川上博史氏が同社の社長として実際に経営する立場になって驚いたのは、企業としての基盤ができていない実態だった。「従業員の退職金制度やきちんとした昇給規定はなく、経営のご都合主義でやっていたと言わざるを得ない状況。福利厚生制度もなかった」。まずはしっかりと経営基盤を固める必要があると考え、企業理念を制定し、同族経営であいまいになっていた経営体制も一新した。「一部の親族の中には不満もあっただろうが、押し切った」と当時を振り返る。
働き方改革など経営基盤を強化
働き方改革にも取り組み、残業代を前提とした給与体系にメスを入れた。残業時間を削減したら、削減した半分の時間給を賞与に上乗せすることにした。さらに目標よりも多く削減した分は、削減分全額を上乗せした。時間当たりの仕事量を増やすことで生産性向上を狙った。従業員も残業目当てで居残る習慣がなくなり、定時で仕事を終えて、早く帰宅することが当たり前になった。また、さまざまな技能の習得を奨励し、ある社員が有給休暇をとったら、別の社員が代わりを担う多能工化を実現させた。これにより、有給休暇の取得率も向上した。最近、20歳代の男性社員が育児休暇を54日間取得するなど、休みやすい環境が定着している。

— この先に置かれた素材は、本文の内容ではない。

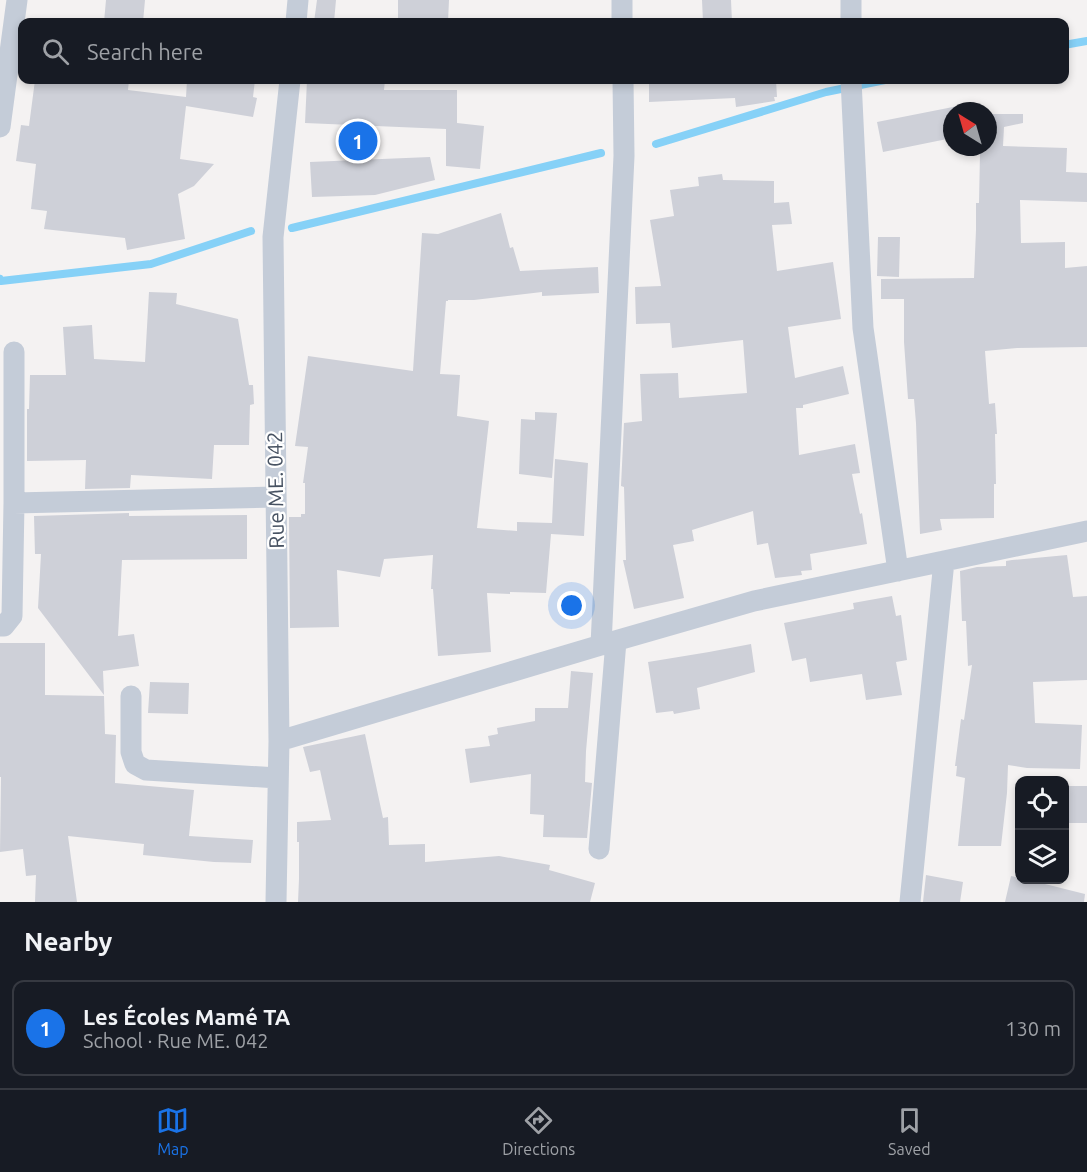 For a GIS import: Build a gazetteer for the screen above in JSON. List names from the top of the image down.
{
  "streets": {
    "street": ["Rue ME. 042"]
  },
  "north": "top left",
  "page": {
    "search": "Search here",
    "pins": "1",
    "heading": "Nearby",
    "list": [
      {
        "mark": "1",
        "name": "Les Écoles Mamé TA",
        "note": "School · Rue ME. 042",
        "value": "130 m"
      }
    ],
    "nav": ["Map", "Directions", "Saved"]
  }
}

「生産性が向上して、会社の業績も改善し、結果として社員の給与をかなり上げることができた」(川上会長)と言う。高齢者雇用にも積極的で「81歳の従業員が2人、70歳代はたくさんいる」(同)。技能実習生も3人受け入れ、そのうちの一人は特定技能の資格を取得している。一連の取り組みにより、埼玉県の「多様な働き方実践企業認定制度」の最上位であるプラチナ認定を取得するまでになっている。社員もどうすれば効率的に仕事ができるかを自発的に考えるようになり、意識改革が進んだという。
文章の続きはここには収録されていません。